··· Raw data ···

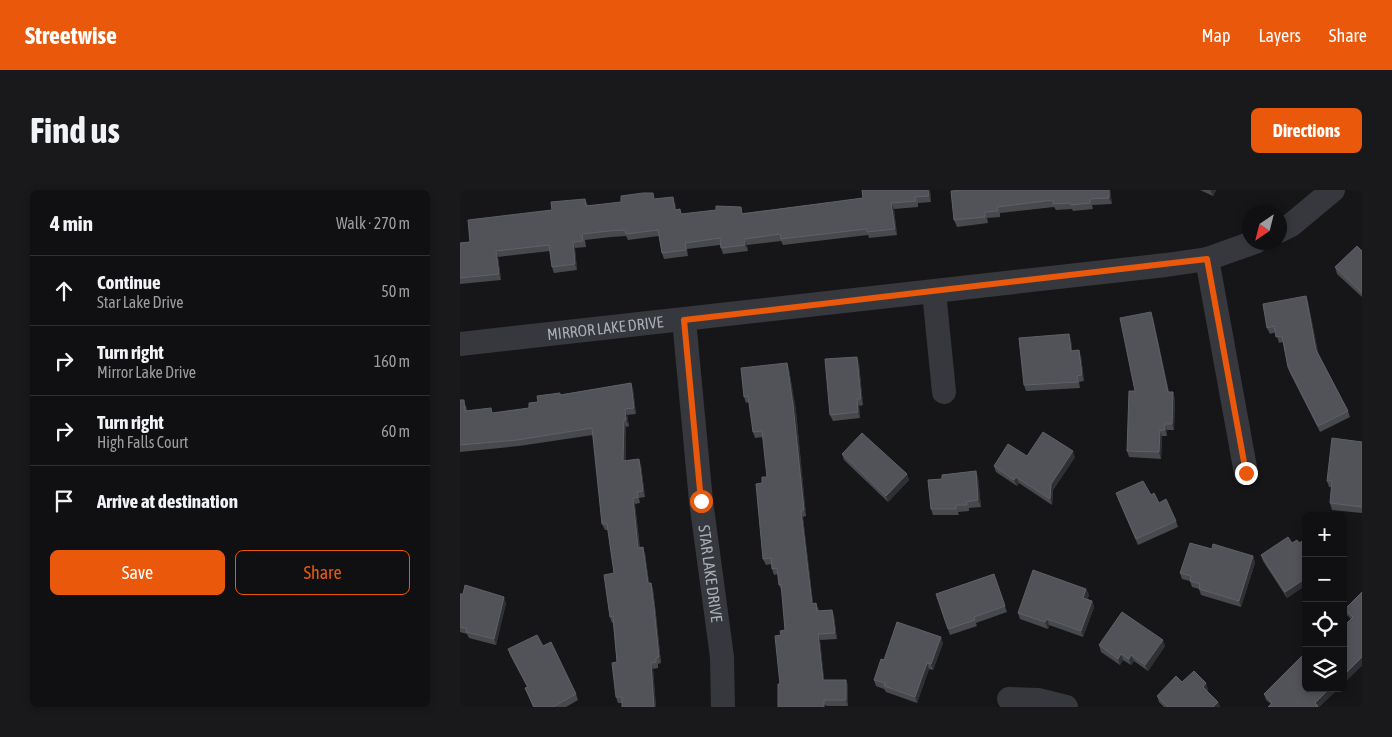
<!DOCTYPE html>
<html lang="en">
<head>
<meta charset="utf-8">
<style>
  :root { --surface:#101012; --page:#19191b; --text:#f1f3f6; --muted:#9c9d9f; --line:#303032; --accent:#ea580c }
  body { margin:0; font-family:"Asap Condensed",sans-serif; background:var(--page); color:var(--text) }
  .controls { position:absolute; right:15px; bottom:15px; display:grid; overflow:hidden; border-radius:8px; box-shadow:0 2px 8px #0003 }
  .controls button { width:45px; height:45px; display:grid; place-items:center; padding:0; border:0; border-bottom:1px solid var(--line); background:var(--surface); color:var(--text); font:25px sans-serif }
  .compass { position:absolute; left:782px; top:15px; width:45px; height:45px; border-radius:50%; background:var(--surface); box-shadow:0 2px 8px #0003; rotate:215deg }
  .stop { position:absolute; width:15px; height:15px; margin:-11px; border:4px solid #ea580c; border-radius:50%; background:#fff }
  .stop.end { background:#ea580c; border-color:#fff; box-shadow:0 1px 5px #0008 }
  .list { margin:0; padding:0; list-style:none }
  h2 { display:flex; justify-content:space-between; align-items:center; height:65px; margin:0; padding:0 20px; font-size:21px }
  h2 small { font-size:16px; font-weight:400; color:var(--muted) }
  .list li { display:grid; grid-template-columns:32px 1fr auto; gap:15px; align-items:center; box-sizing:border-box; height:70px; padding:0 20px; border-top:1px solid var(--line) }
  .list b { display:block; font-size:19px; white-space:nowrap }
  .list p { margin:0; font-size:16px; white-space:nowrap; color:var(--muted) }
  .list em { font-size:16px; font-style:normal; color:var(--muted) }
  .actions { display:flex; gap:10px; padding:15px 20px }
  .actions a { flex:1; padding:11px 0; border:1px solid var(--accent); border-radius:8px; text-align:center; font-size:18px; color:var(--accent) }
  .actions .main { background:var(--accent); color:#fff }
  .icon { flex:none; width:28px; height:28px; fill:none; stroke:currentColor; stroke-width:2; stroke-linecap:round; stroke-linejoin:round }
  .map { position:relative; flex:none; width:902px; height:517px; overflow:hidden; border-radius:8px }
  header { display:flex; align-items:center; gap:30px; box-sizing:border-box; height:70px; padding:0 25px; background:var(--accent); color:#fff }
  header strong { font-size:24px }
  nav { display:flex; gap:28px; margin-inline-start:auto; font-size:18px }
  .intro { display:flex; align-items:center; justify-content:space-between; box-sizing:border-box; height:120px; padding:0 30px }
  h1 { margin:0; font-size:35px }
  .button { padding:12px 22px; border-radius:8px; background:var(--accent); color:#fff; font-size:18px; font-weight:700 }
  main { display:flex; gap:30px; padding:0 30px }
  aside { flex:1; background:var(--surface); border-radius:8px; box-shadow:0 2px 8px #0003 }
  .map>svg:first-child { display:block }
</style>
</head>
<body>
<header>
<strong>Streetwise</strong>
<nav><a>Map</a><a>Layers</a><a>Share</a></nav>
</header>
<div class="intro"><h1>Find us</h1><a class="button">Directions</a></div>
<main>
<aside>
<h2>4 min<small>Walk · 270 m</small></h2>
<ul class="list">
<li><svg class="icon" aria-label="ahead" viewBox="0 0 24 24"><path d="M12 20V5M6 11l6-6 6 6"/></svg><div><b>Continue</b><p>Star Lake Drive</p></div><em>50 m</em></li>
<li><svg class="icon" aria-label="right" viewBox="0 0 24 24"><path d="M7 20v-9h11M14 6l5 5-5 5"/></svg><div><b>Turn right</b><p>Mirror Lake Drive</p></div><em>160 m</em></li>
<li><svg class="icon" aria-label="right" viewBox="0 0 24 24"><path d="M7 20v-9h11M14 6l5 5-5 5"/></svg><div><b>Turn right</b><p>High Falls Court</p></div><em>60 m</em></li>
<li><svg class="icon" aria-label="arrive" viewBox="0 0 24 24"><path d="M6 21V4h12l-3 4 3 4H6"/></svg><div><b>Arrive at destination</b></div></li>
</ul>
<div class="actions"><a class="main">Save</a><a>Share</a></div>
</aside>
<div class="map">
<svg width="902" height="517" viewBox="0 0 902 517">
  <rect width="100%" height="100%" fill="#161618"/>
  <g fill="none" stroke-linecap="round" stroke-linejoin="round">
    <g stroke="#37383d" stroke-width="24">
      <path d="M819 41 831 35 873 0"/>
      <path d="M747 69 786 283"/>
      <path d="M474 102 484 202"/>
      <path id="s1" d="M224 130 241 311 262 467 263 517"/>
      <path id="s2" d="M0 154 706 75 747 69 795 52"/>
      <path d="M549 509 578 510 606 517"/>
    </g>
  </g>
  <g fill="#47494d">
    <path d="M470 0 471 12 458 13V17L434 19 437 45 409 48 408 45 323 55 321 51 287 55 288 61 263 64 260 55 227 59 228 66 204 69 202 63 199 46 168 50 166 46 151 47 125 50 126 57 115 58 117 80 94 83 92 77 90 61 38 67 41 90 0 94V53L10 52 92 20 125 9 128 16 195 9 215 13 216 20 222 24 283 23Z"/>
    <path d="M650 0 652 14 632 15 633 19 613 21 612 19 596 20 594 17 540 23V27L527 28 528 33 497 37 494 30 491 1Z"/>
    <path d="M740 0H756L753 6Z"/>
    <path d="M902 61V107L877 84 875 77Z"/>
    <path d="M846 106 848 112 858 163 888 221 890 227 860 242 830 183 828 177 823 152 819 153 816 142 810 144 807 138Z"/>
    <path d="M693 128 709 202 715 209 714 240H707V246H702L701 269 669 267 667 261 675 201Z"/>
    <path d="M609 144 611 150 612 161 621 166 624 191 619 192 620 198 566 201 564 195Z"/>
    <path d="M327 173 329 179 336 221 346 326 343 327 353 414 356 413 359 421 372 420 374 426 377 449 360 450 364 490H386L388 496V516H367L320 494 321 445 325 440 322 401 319 395 318 384 314 385 312 379V374L306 375 303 369 302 293 307 287 303 247 295 248 293 242 289 212 286 213 284 207Z"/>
    <path d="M399 173 403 215 399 216 400 228 373 231 370 225Z"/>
    <path d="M171 193 173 199 176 224 167 225 169 236 166 237V271L181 275 185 307 179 308 180 313 175 314 180 358 185 363 189 393H191L193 399 196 424 201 473 198 474V478L193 479 196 517H162V513H158L156 507 157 472 153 433H152L150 427 154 383 148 340H145L142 334 133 245 59 256 0 262V210L6 216 7 221 33 223 69 218 78 212 100 203V205Z"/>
    <path d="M902 252V323L872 320 870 313 872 297H869L867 291Z"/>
    <path d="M382 264 447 284 449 290 428 312 384 270Z"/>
    <path d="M567 266 615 267 593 300 592 315 559 293 557 296 536 282 534 276Z"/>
    <path d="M516 281 518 288 521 317 509 318V321L498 322 499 325H473L471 319 482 289Z"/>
    <path d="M691 305 716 331 718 337 678 355 658 309Z"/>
    <path d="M846 349V395L827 408 803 371 801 365 832 353H839Z"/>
    <path d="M752 359 793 366 795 373 781 417 741 405 739 399 732 397 730 391 722 389 720 383Z"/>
    <path d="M534 384 547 422 516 433 517 436 490 445 476 404Z"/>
    <path d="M626 399 629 405 627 409 632 411 634 417 623 447 589 435 588 439 560 429 558 423Z"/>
    <path d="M902 402 894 484 891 429 887 425 885 419Z"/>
    <path d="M0 404 46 413 36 455 9 448 7 444 0 442Z"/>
    <path d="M483 453 473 480 469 479 457 513 426 502 424 499 416 496 414 490 424 470Z"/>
    <path d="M639 455 705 456 688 481 674 471 671 475 663 470 660 475 641 462Z"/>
    <path d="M83 456 116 504 118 510 106 517H73L65 498 67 497 50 465 48 459Z"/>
    <path d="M722 492 748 499 747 501 758 512 760 517H704L699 512 697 506Z"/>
    <path d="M846 498H879L859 517 811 514 806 510 804 504Z"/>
  </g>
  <g fill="#2f3033">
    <path d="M468 0H470L471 12 469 6Z"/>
    <path d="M649 0H650L652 14 649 8Z"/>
    <path d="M750 0H756L753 6Z"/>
    <path d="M213 7 215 13 217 26 215 20Z"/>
    <path d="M431 13 434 19 437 45 435 39Z"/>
    <path d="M285 49 287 55 288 61 285 55Z"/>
    <path d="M113 52 115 58 117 80 115 74Z"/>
    <path d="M36 61 38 67 41 90 39 84Z"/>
    <path d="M846 106 848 112 859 166 856 160Z"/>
    <path d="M691 122 693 128 710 208 708 202Z"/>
    <path d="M609 144 611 150 613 167 611 161Z"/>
    <path d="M619 160 621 166 624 191 622 185Z"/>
    <path d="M397 167 399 173 403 215 401 209Z"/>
    <path d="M327 173 329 179 336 221 346 326 344 320Z"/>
    <path d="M171 193 173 199 176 224 174 218Z"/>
    <path d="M713 202 715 209 714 240 712 234Z"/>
    <path d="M397 209 399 216 400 228 398 222Z"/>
    <path d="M165 219 167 225 169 236 166 230Z"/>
    <path d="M164 230 166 237V277L163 271Z"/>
    <path d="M705 234 707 240V246L705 240Z"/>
    <path d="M700 240 702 246 701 269 699 262Z"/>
    <path d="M613 261 615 267 593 300 592 315 590 309 591 294Z"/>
    <path d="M179 269 181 275 185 307 183 301Z"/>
    <path d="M516 281 518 288 521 317 518 310Z"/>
    <path d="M447 284 449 290 428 312 426 306Z"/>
    <path d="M556 287 559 293 557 296 554 290Z"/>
    <path d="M173 308 175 314 180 364 178 358Z"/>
    <path d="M341 321 343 327 354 420 352 414Z"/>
    <path d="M183 357 185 363 190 400 188 393Z"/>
    <path d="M793 366 795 373 781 417 779 411Z"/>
    <path d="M846 388V395L827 408 825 402Z"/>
    <path d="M191 393 193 399 201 473 199 467Z"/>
    <path d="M626 399 629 405 626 414 623 408Z"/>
    <path d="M44 407 46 413 36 455 34 449Z"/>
    <path d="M632 411 634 417 623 447 621 441Z"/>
    <path d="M372 420 374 426 377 449 375 443Z"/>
    <path d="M587 429 589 435 588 439 585 432Z"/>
    <path d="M358 444 360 450 365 496 363 490Z"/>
    <path d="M481 447 483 453 473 480 471 474Z"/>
    <path d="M703 450 705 456 688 481 685 475Z"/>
    <path d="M661 464 663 470 660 475 658 469Z"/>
    <path d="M671 465 674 471 671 475 669 469Z"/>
    <path d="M902 467V476L883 494V486Z"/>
    <path d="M191 473 193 479 196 517H194Z"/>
    <path d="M467 473 469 479 457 513 455 507Z"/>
    <path d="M386 490 388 496V516L386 510Z"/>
    <path d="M746 493 748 499 745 503 743 497Z"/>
    <path d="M870 498H879L859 517H856L855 513Z"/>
    <path d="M758 512 760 517H753Z"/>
  </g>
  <g fill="#525359" stroke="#5f6168">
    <path d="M402 0H468L469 6 455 7 456 11 431 13 435 39 407 42 406 39 321 49 320 44 285 49V55L261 58 260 48 225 53 226 60 202 63 198 40 166 44 165 40 149 41 122 44 123 51 113 52 115 74 92 77 89 55 36 61 39 84 0 88V53L10 52 8 30 92 20 91 12 125 9 126 16 161 12V6L183 3H193L194 9 213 7 215 20 220 19 221 24 256 20V16L281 17 282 24 403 8Z"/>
    <path d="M501 0H649V8L630 9V13L611 15 610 13 593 14V10L537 17 538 21 525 22V27L494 30 491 1Z"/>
    <path d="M897 56 902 61V103L875 77Z"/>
    <path d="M846 106 856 160 888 221 858 236 828 177 822 146 816 147 814 136 807 138 803 114Z"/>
    <path d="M691 122 708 202H713L712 234H705V240H700L699 262 667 261 669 201H675L660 128Z"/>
    <path d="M609 144 611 161 619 160 622 185 617 186 618 192 564 195 559 148Z"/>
    <path d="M397 167 401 209H397L398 222 370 225 365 169Z"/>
    <path d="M327 173 333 215 344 320 341 321 352 414 356 413 357 421 372 420 375 443 358 444 363 490H386V510H364V517H318V494H320L315 446 321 445 320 441 325 440 321 394 319 395 317 378 312 379 311 368 303 369 296 294 302 293V287H307L302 241 293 242 288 206 284 207 281 178Z"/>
    <path d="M171 193 174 218 165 219 166 230H164L163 271 179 269 183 301 177 302 178 307 173 308 178 358 183 357 188 393H191L194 417 199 467 196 468V472L191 473 194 517H162V507H156L152 473 157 472 153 426 150 427 144 385 154 383 147 334H142L132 238 57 250 0 255V210H4L5 221 31 218 32 223 69 218V213L78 212 77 206 100 203V205Z"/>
    <path d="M583 242 613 261 591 294 590 309 556 287 554 290 534 276 548 254 567 266Z"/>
    <path d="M402 243 447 284 426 306 382 264Z"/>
    <path d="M872 248 902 252V317L870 313 872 291H867Z"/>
    <path d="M516 281 518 310 506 312 507 315H496V319H471L468 290 482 289V285Z"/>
    <path d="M683 291 691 305 694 303 699 313 706 309 716 331 676 349 656 303Z"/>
    <path d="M828 347 832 353 837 350 839 353 846 349V388L825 402 801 365Z"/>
    <path d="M730 353 752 359 753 354 793 366 779 411 739 399 740 394 730 391 731 386 720 383Z"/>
    <path d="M573 380 626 399 623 408 632 411 621 441 587 429 585 432 558 423Z"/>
    <path d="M534 384 545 416 514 427 515 430 488 439 476 404Z"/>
    <path d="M5 395 44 407 34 449 6 442 7 439 0 437V404H3Z"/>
    <path d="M902 402V467L883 486V437L893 427 885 419Z"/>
    <path d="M662 422 703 450 685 475 671 465 669 469 661 464 658 469 639 455Z"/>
    <path d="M437 432 481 447 471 474 467 473 455 507 424 496 425 493 414 490 421 469 424 470Z"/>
    <path d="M77 445 83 456 91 452 116 504 93 517H74L65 498 68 497 48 459Z"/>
    <path d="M846 462V498H870L855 513 858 516 857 517H808L812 513 804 504Z"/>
    <path d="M734 481 746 493 743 497 758 512 753 517H708L697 506 716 486 722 492Z"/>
  </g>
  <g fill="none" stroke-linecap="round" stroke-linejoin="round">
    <path stroke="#ea580c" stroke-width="6" d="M241 311 224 130 747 69 786 283"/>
  </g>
  <g text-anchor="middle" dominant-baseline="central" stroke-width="5" stroke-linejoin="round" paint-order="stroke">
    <g font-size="16" fill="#a8adb8" stroke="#111113">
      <text stroke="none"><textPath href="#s2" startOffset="146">MIRROR LAKE DRIVE</textPath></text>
      <text stroke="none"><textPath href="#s1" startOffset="255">STAR LAKE DRIVE</textPath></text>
    </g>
  </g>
</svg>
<div class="controls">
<button>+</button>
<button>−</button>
<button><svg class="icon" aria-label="locate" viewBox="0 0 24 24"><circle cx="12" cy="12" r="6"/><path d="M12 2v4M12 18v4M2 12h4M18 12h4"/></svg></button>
<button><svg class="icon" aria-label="layers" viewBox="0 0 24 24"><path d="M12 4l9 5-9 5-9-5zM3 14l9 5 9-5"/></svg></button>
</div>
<svg class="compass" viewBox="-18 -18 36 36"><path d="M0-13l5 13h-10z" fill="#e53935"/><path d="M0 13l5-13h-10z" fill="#9c9d9f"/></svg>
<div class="stop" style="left:241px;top:311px"></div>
<div class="stop end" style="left:786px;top:283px"></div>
</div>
</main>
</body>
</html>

···

In the records above, find the lines containing "compass" and copy them.

## Reply to the task
  .compass { position:absolute; left:782px; top:15px; width:45px; height:45px; border-radius:50%; background:var(--surface); box-shadow:0 2px 8px #0003; rotate:215deg }
<svg class="compass" viewBox="-18 -18 36 36"><path d="M0-13l5 13h-10z" fill="#e53935"/><path d="M0 13l5-13h-10z" fill="#9c9d9f"/></svg>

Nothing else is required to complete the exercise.